### Task details
Up to and including the line that contains "position:absolute; width:44px; margin:-22px;", return every line from the start of the data, unchanged.

### Source material
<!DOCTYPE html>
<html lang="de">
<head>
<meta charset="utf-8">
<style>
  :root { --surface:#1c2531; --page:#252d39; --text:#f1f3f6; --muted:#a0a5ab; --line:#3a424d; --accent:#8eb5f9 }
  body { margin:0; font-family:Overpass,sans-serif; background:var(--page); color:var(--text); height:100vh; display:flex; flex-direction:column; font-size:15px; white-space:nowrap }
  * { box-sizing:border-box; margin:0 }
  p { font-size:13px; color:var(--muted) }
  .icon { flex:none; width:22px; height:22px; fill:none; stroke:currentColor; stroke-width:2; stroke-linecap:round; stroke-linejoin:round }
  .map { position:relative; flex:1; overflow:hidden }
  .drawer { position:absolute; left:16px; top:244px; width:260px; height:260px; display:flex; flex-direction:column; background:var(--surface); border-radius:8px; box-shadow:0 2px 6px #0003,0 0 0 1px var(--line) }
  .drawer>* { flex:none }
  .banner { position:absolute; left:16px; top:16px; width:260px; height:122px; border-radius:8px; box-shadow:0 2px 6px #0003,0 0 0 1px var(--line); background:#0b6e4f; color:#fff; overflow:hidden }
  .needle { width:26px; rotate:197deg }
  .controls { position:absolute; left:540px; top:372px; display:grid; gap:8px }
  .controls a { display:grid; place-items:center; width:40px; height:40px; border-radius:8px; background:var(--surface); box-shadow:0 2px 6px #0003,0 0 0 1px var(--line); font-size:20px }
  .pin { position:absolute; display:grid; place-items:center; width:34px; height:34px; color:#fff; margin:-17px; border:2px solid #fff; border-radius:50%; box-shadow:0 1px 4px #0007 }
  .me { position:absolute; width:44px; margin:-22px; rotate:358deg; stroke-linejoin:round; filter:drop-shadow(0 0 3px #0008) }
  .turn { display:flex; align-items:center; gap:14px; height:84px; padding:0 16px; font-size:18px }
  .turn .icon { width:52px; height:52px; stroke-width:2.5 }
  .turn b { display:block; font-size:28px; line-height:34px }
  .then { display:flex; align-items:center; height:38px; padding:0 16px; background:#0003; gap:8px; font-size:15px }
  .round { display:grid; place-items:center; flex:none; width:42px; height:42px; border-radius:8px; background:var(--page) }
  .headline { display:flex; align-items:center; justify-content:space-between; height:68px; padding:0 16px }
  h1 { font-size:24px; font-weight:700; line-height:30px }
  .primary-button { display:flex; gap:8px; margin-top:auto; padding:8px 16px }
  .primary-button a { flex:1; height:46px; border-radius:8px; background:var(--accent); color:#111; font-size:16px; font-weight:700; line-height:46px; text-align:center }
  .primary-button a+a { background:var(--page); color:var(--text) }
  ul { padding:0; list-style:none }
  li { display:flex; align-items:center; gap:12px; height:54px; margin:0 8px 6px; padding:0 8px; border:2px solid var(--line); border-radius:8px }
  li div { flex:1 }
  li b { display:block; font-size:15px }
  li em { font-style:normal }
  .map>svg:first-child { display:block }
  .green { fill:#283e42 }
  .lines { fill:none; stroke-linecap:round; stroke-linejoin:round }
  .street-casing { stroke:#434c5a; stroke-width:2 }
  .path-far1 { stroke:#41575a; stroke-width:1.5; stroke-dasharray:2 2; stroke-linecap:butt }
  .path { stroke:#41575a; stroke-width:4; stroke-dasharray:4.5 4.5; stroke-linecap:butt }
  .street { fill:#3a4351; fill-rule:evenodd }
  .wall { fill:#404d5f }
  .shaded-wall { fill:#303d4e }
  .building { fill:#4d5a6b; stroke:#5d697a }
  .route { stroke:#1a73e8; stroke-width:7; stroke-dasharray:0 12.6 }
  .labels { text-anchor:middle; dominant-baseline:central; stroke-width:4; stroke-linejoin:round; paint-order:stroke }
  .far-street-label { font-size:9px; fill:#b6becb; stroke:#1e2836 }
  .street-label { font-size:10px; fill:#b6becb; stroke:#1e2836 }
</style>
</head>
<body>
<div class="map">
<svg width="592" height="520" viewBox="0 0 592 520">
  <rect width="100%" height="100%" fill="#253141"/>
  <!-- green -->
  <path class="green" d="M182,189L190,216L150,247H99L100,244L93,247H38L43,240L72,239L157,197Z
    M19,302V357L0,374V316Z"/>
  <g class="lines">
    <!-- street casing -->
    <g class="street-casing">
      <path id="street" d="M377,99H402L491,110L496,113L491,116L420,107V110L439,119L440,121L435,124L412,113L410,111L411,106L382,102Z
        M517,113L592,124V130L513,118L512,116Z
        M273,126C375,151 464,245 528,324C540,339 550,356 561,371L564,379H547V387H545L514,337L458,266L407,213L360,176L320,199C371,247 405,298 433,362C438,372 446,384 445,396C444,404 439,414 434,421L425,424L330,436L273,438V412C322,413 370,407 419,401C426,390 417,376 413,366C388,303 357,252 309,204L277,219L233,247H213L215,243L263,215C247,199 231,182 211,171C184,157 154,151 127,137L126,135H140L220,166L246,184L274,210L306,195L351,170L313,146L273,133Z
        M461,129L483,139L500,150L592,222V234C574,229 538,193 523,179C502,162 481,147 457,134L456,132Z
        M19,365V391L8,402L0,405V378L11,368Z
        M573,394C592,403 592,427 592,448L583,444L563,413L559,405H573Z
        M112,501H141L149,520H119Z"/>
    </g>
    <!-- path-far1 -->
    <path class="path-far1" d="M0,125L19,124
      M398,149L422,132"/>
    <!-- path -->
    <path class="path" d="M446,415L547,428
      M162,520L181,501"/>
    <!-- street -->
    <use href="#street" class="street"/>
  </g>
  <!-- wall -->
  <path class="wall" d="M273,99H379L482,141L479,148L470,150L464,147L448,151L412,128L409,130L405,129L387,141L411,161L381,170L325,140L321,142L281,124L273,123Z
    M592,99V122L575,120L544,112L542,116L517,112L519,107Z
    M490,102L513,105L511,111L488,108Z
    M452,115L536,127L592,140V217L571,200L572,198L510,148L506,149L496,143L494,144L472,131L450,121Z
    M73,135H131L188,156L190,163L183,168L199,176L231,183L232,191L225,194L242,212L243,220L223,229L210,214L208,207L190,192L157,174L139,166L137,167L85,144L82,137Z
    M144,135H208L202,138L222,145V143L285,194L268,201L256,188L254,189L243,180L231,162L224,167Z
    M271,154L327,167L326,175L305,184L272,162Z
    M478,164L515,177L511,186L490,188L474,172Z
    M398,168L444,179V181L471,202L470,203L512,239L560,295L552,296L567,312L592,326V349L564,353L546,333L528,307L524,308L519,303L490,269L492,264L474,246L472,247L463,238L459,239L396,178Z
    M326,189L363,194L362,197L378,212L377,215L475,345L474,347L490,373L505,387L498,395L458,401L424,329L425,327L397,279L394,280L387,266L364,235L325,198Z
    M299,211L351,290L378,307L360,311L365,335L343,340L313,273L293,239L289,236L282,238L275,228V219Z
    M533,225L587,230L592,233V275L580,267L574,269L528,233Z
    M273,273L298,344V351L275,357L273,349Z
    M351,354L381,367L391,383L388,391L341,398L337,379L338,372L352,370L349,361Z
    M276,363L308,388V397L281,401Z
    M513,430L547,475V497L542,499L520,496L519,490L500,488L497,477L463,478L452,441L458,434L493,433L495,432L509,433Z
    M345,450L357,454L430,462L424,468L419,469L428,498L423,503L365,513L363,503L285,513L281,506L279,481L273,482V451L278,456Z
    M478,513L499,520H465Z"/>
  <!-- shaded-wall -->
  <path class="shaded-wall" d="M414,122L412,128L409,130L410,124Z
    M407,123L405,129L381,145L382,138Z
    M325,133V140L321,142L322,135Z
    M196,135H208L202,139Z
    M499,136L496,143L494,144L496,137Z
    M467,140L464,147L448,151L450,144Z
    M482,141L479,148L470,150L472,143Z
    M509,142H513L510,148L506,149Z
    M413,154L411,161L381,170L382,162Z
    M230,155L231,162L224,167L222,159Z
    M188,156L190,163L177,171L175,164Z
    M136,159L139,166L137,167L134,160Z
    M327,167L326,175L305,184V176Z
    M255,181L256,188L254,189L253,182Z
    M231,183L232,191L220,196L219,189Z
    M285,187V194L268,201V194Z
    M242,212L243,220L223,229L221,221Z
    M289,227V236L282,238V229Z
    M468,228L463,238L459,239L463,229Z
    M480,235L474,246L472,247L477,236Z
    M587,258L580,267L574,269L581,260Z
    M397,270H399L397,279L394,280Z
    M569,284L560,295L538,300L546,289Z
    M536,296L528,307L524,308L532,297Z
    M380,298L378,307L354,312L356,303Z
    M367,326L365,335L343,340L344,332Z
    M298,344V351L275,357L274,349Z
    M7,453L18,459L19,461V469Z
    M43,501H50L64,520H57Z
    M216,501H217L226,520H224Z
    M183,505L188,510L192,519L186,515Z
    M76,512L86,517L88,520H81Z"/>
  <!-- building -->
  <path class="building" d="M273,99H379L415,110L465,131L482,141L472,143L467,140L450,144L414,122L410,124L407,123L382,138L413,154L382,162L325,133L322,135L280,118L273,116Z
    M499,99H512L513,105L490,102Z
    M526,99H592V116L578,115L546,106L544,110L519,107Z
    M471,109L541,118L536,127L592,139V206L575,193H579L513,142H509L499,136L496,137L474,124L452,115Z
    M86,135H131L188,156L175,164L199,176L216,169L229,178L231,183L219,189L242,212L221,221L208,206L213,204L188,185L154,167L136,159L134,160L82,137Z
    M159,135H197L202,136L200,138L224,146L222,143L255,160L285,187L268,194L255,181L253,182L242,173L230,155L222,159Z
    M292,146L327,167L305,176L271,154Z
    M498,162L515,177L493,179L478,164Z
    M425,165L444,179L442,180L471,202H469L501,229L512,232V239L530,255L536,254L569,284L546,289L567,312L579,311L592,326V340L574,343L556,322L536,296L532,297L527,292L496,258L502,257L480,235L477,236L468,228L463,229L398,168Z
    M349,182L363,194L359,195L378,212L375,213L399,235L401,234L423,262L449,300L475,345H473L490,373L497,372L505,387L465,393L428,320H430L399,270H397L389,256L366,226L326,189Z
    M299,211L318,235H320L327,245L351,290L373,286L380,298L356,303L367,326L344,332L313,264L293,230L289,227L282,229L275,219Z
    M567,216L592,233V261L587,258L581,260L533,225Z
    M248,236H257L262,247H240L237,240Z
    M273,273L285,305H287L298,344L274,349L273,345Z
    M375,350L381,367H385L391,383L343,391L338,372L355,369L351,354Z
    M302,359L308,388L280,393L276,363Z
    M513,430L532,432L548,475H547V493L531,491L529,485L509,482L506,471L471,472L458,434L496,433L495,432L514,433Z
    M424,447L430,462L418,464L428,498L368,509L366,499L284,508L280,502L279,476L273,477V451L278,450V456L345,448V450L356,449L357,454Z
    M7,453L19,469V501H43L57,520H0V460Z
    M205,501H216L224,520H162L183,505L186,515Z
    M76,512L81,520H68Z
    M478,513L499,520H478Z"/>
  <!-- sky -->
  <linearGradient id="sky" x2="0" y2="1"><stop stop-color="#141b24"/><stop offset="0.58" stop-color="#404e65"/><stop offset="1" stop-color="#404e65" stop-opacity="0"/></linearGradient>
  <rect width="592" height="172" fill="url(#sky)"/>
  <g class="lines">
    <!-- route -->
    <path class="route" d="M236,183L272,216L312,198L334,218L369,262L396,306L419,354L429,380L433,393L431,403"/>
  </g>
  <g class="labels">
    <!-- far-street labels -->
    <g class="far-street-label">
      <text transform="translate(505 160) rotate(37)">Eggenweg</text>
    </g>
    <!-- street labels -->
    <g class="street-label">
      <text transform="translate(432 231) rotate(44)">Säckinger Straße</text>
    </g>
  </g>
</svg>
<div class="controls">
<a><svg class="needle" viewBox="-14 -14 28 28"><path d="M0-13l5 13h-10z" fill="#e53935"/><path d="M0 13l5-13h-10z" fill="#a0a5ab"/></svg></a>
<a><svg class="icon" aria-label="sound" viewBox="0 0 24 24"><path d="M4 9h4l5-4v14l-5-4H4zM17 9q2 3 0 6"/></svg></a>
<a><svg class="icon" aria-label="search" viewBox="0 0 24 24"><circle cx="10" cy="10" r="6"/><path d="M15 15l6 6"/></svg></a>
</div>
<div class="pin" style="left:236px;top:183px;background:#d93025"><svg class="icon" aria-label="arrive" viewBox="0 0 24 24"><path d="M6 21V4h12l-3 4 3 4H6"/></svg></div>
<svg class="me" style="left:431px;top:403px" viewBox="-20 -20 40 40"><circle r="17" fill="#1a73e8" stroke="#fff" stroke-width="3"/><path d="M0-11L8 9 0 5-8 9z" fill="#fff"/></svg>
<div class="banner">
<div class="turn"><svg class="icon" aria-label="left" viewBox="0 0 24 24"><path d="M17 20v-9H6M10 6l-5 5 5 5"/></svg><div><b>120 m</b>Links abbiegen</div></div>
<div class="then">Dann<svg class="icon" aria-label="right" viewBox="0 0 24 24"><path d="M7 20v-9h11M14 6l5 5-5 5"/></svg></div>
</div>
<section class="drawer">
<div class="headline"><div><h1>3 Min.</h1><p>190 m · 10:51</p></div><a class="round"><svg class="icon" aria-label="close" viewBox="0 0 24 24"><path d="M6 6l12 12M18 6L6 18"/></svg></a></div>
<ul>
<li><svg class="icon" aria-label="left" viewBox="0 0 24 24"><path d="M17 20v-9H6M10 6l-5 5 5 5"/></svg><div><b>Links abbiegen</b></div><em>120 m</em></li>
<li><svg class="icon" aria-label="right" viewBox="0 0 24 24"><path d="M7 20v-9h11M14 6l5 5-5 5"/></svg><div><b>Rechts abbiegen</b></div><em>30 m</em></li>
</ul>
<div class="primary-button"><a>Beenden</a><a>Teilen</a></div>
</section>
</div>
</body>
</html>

### Final answer
<!DOCTYPE html>
<html lang="de">
<head>
<meta charset="utf-8">
<style>
  :root { --surface:#1c2531; --page:#252d39; --text:#f1f3f6; --muted:#a0a5ab; --line:#3a424d; --accent:#8eb5f9 }
  body { margin:0; font-family:Overpass,sans-serif; background:var(--page); color:var(--text); height:100vh; display:flex; flex-direction:column; font-size:15px; white-space:nowrap }
  * { box-sizing:border-box; margin:0 }
  p { font-size:13px; color:var(--muted) }
  .icon { flex:none; width:22px; height:22px; fill:none; stroke:currentColor; stroke-width:2; stroke-linecap:round; stroke-linejoin:round }
  .map { position:relative; flex:1; overflow:hidden }
  .drawer { position:absolute; left:16px; top:244px; width:260px; height:260px; display:flex; flex-direction:column; background:var(--surface); border-radius:8px; box-shadow:0 2px 6px #0003,0 0 0 1px var(--line) }
  .drawer>* { flex:none }
  .banner { position:absolute; left:16px; top:16px; width:260px; height:122px; border-radius:8px; box-shadow:0 2px 6px #0003,0 0 0 1px var(--line); background:#0b6e4f; color:#fff; overflow:hidden }
  .needle { width:26px; rotate:197deg }
  .controls { position:absolute; left:540px; top:372px; display:grid; gap:8px }
  .controls a { display:grid; place-items:center; width:40px; height:40px; border-radius:8px; background:var(--surface); box-shadow:0 2px 6px #0003,0 0 0 1px var(--line); font-size:20px }
  .pin { position:absolute; display:grid; place-items:center; width:34px; height:34px; color:#fff; margin:-17px; border:2px solid #fff; border-radius:50%; box-shadow:0 1px 4px #0007 }
  .me { position:absolute; width:44px; margin:-22px; rotate:358deg; stroke-linejoin:round; filter:drop-shadow(0 0 3px #0008) }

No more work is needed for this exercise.